[INPUT MATERIAL — start]
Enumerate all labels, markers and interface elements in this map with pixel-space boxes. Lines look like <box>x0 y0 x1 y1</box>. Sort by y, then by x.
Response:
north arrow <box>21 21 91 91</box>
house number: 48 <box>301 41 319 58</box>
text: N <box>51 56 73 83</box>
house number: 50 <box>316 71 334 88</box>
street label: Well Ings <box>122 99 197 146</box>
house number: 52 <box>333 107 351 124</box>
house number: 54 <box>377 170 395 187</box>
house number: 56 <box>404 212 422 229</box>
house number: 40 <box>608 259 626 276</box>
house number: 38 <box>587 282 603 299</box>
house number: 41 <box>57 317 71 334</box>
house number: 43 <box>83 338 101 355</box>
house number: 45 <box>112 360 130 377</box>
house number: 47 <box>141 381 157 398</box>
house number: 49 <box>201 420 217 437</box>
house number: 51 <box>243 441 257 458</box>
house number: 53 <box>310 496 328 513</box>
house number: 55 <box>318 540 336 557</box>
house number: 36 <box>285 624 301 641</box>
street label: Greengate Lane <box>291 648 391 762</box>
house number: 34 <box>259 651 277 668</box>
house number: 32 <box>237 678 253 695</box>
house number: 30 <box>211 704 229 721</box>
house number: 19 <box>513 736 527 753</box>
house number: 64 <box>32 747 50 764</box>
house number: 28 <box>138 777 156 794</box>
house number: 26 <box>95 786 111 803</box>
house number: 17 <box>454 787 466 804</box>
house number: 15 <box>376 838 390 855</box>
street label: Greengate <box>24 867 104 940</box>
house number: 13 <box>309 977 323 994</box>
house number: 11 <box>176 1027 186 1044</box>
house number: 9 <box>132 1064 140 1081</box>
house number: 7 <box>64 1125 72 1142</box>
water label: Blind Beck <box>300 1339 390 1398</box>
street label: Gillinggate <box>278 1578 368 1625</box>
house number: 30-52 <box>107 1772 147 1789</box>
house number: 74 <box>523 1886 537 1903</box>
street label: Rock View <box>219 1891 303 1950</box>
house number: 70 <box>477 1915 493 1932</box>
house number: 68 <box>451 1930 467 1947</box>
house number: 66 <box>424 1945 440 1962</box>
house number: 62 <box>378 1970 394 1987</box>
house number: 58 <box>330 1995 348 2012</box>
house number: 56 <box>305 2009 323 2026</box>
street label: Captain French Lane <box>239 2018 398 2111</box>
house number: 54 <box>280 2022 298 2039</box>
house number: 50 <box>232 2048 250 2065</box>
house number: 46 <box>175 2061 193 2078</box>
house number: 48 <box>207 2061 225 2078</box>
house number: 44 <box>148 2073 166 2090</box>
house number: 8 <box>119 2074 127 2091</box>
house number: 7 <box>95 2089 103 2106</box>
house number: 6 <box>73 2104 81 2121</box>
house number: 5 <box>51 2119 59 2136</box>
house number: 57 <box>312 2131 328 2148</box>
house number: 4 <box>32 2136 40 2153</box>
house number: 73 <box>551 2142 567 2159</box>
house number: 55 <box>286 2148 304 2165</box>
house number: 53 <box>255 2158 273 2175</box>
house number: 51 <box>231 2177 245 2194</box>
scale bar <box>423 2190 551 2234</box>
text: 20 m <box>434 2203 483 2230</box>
[INPUT MATERIAL — finish]
## WHAT THIS TASK INVOLVES
Exactly as they are written, print the entries again.

## WORKED SOLUTION
Enumerate all labels, markers and interface elements in this map with pixel-space boxes. Lines look like <box>x0 y0 x1 y1</box>. Sort by y, then by x.
Response:
north arrow <box>21 21 91 91</box>
house number: 48 <box>301 41 319 58</box>
text: N <box>51 56 73 83</box>
house number: 50 <box>316 71 334 88</box>
street label: Well Ings <box>122 99 197 146</box>
house number: 52 <box>333 107 351 124</box>
house number: 54 <box>377 170 395 187</box>
house number: 56 <box>404 212 422 229</box>
house number: 40 <box>608 259 626 276</box>
house number: 38 <box>587 282 603 299</box>
house number: 41 <box>57 317 71 334</box>
house number: 43 <box>83 338 101 355</box>
house number: 45 <box>112 360 130 377</box>
house number: 47 <box>141 381 157 398</box>
house number: 49 <box>201 420 217 437</box>
house number: 51 <box>243 441 257 458</box>
house number: 53 <box>310 496 328 513</box>
house number: 55 <box>318 540 336 557</box>
house number: 36 <box>285 624 301 641</box>
street label: Greengate Lane <box>291 648 391 762</box>
house number: 34 <box>259 651 277 668</box>
house number: 32 <box>237 678 253 695</box>
house number: 30 <box>211 704 229 721</box>
house number: 19 <box>513 736 527 753</box>
house number: 64 <box>32 747 50 764</box>
house number: 28 <box>138 777 156 794</box>
house number: 26 <box>95 786 111 803</box>
house number: 17 <box>454 787 466 804</box>
house number: 15 <box>376 838 390 855</box>
street label: Greengate <box>24 867 104 940</box>
house number: 13 <box>309 977 323 994</box>
house number: 11 <box>176 1027 186 1044</box>
house number: 9 <box>132 1064 140 1081</box>
house number: 7 <box>64 1125 72 1142</box>
water label: Blind Beck <box>300 1339 390 1398</box>
street label: Gillinggate <box>278 1578 368 1625</box>
house number: 30-52 <box>107 1772 147 1789</box>
house number: 74 <box>523 1886 537 1903</box>
street label: Rock View <box>219 1891 303 1950</box>
house number: 70 <box>477 1915 493 1932</box>
house number: 68 <box>451 1930 467 1947</box>
house number: 66 <box>424 1945 440 1962</box>
house number: 62 <box>378 1970 394 1987</box>
house number: 58 <box>330 1995 348 2012</box>
house number: 56 <box>305 2009 323 2026</box>
street label: Captain French Lane <box>239 2018 398 2111</box>
house number: 54 <box>280 2022 298 2039</box>
house number: 50 <box>232 2048 250 2065</box>
house number: 46 <box>175 2061 193 2078</box>
house number: 48 <box>207 2061 225 2078</box>
house number: 44 <box>148 2073 166 2090</box>
house number: 8 <box>119 2074 127 2091</box>
house number: 7 <box>95 2089 103 2106</box>
house number: 6 <box>73 2104 81 2121</box>
house number: 5 <box>51 2119 59 2136</box>
house number: 57 <box>312 2131 328 2148</box>
house number: 4 <box>32 2136 40 2153</box>
house number: 73 <box>551 2142 567 2159</box>
house number: 55 <box>286 2148 304 2165</box>
house number: 53 <box>255 2158 273 2175</box>
house number: 51 <box>231 2177 245 2194</box>
scale bar <box>423 2190 551 2234</box>
text: 20 m <box>434 2203 483 2230</box>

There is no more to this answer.